Reid nodded. Then he asked the question she’d been dreading since they were first handed the assignment:

“What do you want them to do if it’s Stoner?”

“I think, unfortunately, if he resists, they have to kill him,” said Breanna, ignoring the lump in her throat. “There’s really no other choice.”

30

Northeastern Moldova

T
he text message the Black Wolf received a few hours after killing the doctor consisted of one word:

EXCELLENT

It was the message he received whenever a job was complete. The doctor was the same as the others, just one more on the list.

The man he’d seen, getting of the car. A black man. African.

Or American.

Did he know Americans?

He had lived before the crash. He had a whole past, but it was locked off from him, erased by whatever they had used to resurrect him, to rebuild him, to keep him going.

He didn’t want it back.

But who was that man?

He had other things to worry about. As much as he hated Nudstrumov, the doctor had readily supplied the serum he needed. Who would do that now?

They would. Or he would hunt them down. Maybe he should start on that now.

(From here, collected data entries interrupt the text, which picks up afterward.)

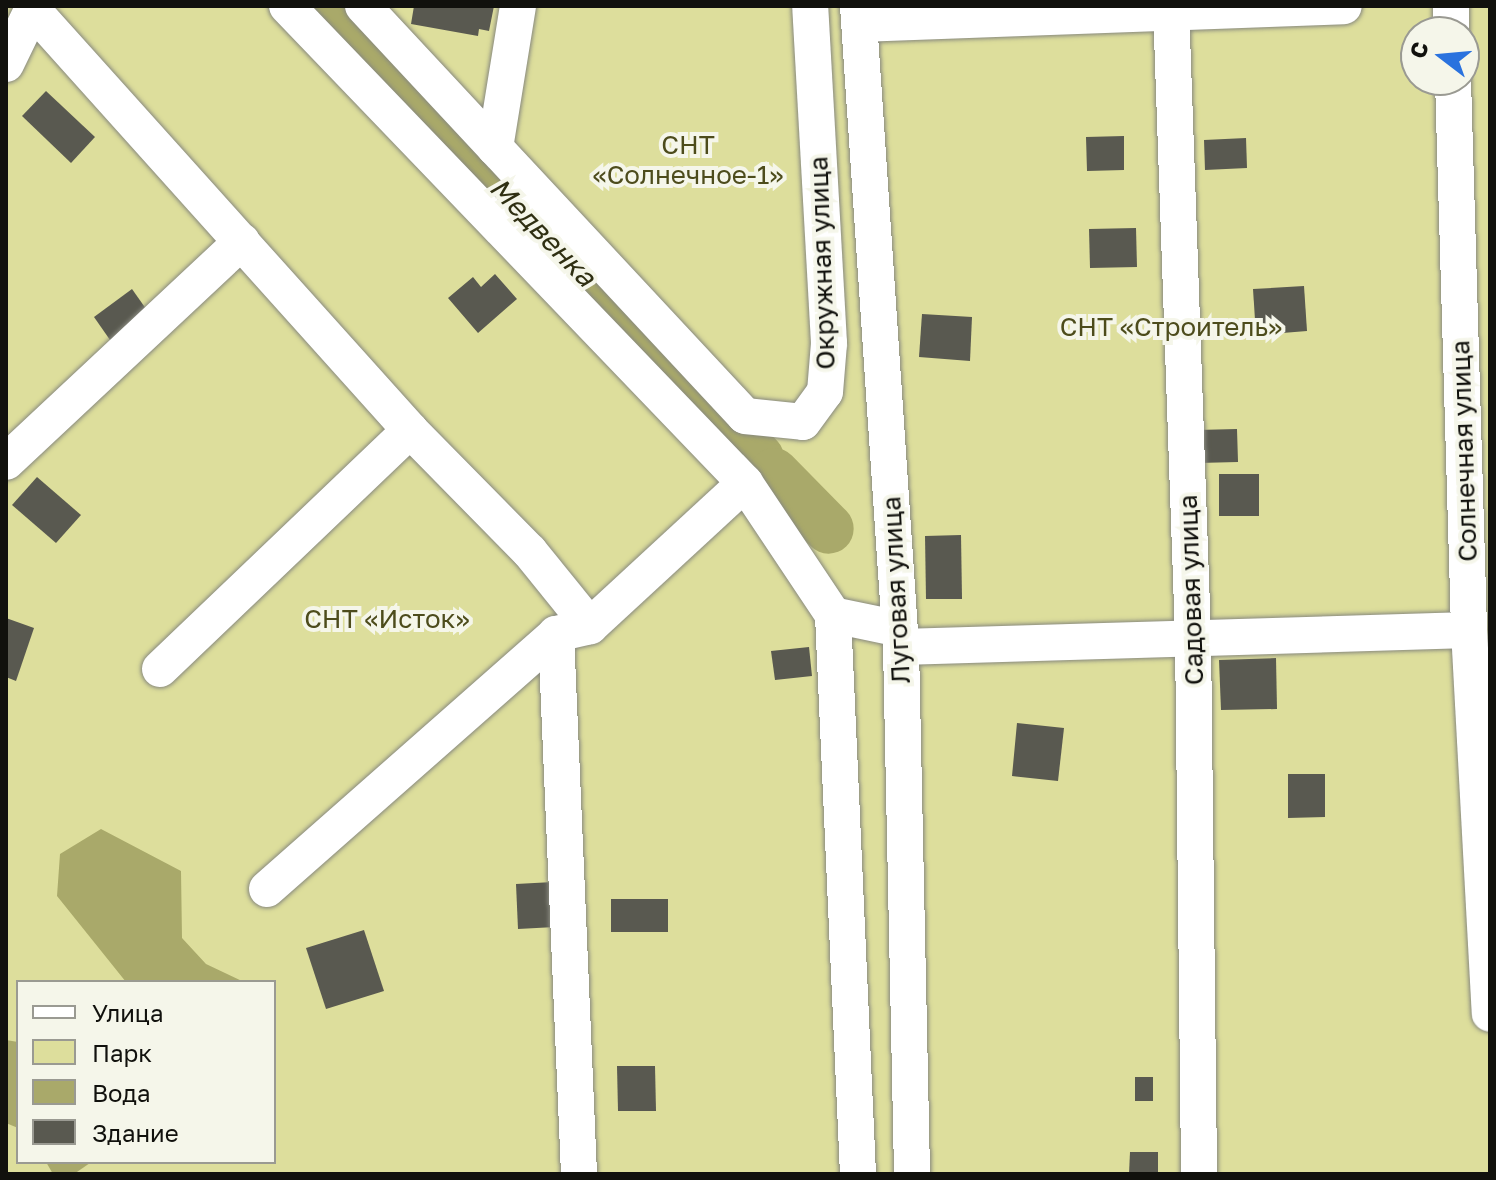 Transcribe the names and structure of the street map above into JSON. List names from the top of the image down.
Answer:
{
  "streets": {
    "street": [
      "Окружная улица",
      "Солнечная улица",
      "Луговая улица",
      "Садовая улица"
    ]
  },
  "water": ["Медвенка"],
  "parks": ["СНТ «Солнечное-1»", "СНТ «Строитель»", "СНТ «Исток»"],
  "legend": [
    "Улица",
    "Парк",
    "Вода",
    "Здание"
  ],
  "north": "left"
} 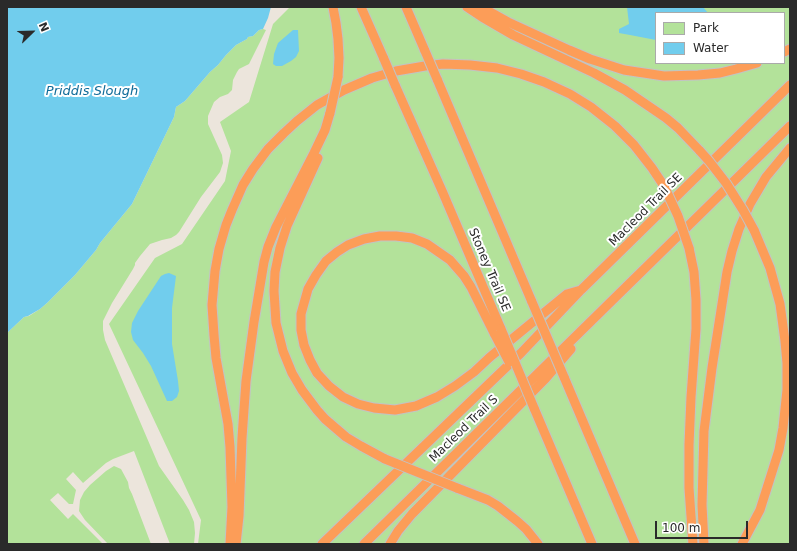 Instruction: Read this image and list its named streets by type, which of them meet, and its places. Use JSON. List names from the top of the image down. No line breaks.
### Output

The Black Wolf’s cell phone beeped with a second message. It indicated a new website.

This one was German, a listing of art shows. There was a phone number he had to call, using a prepaid cell phone.

It was best not to make the call from the house. He went out to the barn and got his motorcycle.

He’d seen the black man somewhere. But where?

A half hour later, sitting at the top of a hill ten miles from the house, the Black Wolf made the call to the number in the listing.

“The assignment has changed,” said a computerized voice in English. “You will go to Prague. A new team is being prepared. Further instructions will be provided. Leave immediately.”

The Black Wolf looked down at the phone. He pressed the
1
digit to show that he understood. Then he hung up.